BEGIN Given information
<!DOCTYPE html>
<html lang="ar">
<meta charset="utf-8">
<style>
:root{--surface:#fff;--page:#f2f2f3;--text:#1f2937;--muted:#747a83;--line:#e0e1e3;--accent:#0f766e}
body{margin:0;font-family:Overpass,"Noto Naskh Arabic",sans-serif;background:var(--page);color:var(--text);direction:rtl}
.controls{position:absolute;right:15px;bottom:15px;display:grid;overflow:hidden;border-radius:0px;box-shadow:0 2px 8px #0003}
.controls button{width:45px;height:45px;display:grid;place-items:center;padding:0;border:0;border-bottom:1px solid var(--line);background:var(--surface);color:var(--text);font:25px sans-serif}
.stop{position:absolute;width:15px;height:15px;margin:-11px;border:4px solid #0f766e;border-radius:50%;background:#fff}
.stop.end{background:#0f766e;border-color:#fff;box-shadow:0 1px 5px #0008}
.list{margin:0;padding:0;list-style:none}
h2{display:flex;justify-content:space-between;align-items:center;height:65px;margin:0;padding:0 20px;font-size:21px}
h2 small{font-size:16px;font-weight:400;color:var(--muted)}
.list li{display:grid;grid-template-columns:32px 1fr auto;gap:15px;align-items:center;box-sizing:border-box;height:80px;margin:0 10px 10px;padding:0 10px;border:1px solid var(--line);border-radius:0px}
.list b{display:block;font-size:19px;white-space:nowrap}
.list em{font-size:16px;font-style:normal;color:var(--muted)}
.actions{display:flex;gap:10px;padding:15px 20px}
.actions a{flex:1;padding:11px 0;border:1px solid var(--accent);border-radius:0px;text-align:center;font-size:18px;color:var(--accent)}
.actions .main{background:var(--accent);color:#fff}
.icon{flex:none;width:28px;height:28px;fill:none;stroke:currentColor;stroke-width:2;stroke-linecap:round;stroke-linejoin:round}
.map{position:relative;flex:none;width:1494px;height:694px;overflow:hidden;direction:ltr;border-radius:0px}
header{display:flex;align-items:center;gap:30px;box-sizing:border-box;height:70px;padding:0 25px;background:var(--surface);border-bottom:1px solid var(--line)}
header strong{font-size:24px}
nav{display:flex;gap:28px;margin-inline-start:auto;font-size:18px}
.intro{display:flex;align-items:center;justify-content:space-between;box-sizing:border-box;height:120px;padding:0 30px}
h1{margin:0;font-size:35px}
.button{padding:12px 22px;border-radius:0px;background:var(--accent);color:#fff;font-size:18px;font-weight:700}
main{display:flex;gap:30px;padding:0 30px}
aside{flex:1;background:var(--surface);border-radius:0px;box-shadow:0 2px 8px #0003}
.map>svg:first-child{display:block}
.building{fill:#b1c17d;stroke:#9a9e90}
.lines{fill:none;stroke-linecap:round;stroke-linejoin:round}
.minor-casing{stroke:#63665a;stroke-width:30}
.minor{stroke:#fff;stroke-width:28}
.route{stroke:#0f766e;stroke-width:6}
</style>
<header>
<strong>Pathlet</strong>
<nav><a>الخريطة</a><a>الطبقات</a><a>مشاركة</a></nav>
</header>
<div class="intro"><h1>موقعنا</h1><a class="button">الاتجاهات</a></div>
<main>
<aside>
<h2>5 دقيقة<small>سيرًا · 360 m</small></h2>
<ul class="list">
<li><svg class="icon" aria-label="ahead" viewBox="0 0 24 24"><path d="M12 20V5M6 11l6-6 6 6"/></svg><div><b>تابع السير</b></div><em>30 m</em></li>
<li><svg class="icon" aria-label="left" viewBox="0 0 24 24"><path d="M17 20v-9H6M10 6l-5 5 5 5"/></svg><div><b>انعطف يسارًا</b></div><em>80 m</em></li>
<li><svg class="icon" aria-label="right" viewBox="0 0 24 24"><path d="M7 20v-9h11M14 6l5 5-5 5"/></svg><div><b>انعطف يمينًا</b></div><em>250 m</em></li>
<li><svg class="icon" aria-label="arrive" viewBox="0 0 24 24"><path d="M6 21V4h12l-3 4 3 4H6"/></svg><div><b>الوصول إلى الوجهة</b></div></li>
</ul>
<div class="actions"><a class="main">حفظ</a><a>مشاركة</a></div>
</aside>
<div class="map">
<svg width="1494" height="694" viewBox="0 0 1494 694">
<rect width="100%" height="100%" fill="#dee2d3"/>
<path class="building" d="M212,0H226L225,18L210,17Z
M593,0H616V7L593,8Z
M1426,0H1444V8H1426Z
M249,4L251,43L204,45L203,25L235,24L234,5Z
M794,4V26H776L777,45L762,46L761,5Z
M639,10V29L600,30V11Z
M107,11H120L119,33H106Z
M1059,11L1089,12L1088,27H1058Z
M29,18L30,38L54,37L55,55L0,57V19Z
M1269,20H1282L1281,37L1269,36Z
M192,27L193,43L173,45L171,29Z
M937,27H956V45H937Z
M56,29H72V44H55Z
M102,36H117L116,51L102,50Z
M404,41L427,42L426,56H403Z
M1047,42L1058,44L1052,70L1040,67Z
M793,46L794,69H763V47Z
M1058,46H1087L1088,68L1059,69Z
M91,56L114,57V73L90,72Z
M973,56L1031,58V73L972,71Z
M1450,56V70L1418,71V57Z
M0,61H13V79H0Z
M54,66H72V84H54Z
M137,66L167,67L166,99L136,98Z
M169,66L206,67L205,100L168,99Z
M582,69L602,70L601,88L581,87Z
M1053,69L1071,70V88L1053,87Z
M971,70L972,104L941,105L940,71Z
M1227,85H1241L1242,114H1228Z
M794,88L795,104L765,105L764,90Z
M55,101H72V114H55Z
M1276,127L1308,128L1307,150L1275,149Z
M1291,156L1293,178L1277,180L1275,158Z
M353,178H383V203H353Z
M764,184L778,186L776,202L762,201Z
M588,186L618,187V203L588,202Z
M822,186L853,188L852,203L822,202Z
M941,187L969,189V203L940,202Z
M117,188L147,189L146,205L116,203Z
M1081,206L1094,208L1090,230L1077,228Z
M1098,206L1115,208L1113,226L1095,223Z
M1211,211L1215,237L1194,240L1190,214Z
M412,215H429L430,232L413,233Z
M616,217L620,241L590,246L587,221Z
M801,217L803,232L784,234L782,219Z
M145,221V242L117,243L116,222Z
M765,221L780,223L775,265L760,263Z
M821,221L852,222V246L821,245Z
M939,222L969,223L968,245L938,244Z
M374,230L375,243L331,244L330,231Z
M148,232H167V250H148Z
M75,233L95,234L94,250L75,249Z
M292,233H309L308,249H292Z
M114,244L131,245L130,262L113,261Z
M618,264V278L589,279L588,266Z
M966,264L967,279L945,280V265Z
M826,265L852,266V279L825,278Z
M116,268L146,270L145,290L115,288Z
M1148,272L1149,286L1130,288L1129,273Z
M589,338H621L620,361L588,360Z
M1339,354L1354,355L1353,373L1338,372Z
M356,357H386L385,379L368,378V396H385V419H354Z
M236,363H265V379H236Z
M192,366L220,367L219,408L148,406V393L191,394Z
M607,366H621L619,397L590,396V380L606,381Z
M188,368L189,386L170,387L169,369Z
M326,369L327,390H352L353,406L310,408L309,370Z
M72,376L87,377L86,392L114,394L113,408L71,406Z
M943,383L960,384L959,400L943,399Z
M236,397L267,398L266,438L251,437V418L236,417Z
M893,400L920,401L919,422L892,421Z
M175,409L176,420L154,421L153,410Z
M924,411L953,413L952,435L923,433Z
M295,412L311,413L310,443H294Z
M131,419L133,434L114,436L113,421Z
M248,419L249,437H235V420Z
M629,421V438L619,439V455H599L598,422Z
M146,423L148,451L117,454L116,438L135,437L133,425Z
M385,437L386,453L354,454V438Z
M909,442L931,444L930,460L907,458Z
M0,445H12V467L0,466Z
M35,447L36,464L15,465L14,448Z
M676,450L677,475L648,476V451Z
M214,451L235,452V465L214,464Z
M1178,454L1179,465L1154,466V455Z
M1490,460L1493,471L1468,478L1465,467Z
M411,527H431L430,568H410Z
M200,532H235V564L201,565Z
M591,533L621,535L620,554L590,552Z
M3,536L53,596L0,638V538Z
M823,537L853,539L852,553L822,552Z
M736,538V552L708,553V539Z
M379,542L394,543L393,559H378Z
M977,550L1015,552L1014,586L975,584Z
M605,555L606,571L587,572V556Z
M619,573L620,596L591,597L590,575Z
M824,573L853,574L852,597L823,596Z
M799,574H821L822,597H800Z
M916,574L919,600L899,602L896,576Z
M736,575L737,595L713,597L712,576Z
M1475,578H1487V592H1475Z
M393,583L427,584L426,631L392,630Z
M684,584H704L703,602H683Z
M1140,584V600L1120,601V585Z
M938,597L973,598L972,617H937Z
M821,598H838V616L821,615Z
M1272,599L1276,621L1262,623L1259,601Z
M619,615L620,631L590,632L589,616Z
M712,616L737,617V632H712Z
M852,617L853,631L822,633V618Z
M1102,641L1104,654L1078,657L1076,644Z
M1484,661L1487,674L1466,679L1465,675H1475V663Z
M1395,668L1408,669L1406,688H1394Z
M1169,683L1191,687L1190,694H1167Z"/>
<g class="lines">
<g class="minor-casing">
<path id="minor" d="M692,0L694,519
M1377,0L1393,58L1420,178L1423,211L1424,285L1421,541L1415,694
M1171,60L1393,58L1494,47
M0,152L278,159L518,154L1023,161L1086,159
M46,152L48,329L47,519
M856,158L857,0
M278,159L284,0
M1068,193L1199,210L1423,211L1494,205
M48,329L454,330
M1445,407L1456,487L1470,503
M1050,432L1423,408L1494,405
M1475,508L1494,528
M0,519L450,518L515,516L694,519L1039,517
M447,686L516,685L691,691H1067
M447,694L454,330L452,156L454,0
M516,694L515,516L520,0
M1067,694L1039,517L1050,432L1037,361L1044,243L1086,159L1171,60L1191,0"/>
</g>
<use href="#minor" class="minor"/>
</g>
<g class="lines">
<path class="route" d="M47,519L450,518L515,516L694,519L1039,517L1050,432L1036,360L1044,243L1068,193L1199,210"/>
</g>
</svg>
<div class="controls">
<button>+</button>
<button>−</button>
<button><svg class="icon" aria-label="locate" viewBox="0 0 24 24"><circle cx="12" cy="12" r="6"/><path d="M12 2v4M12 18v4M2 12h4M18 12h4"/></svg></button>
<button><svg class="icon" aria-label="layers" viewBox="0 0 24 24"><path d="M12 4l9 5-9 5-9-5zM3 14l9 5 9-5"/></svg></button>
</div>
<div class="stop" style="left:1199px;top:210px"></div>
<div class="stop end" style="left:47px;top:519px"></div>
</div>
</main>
END Given information
→ **Task requirements**
Across all the entries, count the lines that contain the string "linecap", and give that number without anything else.

→ **Output of the exercise**
2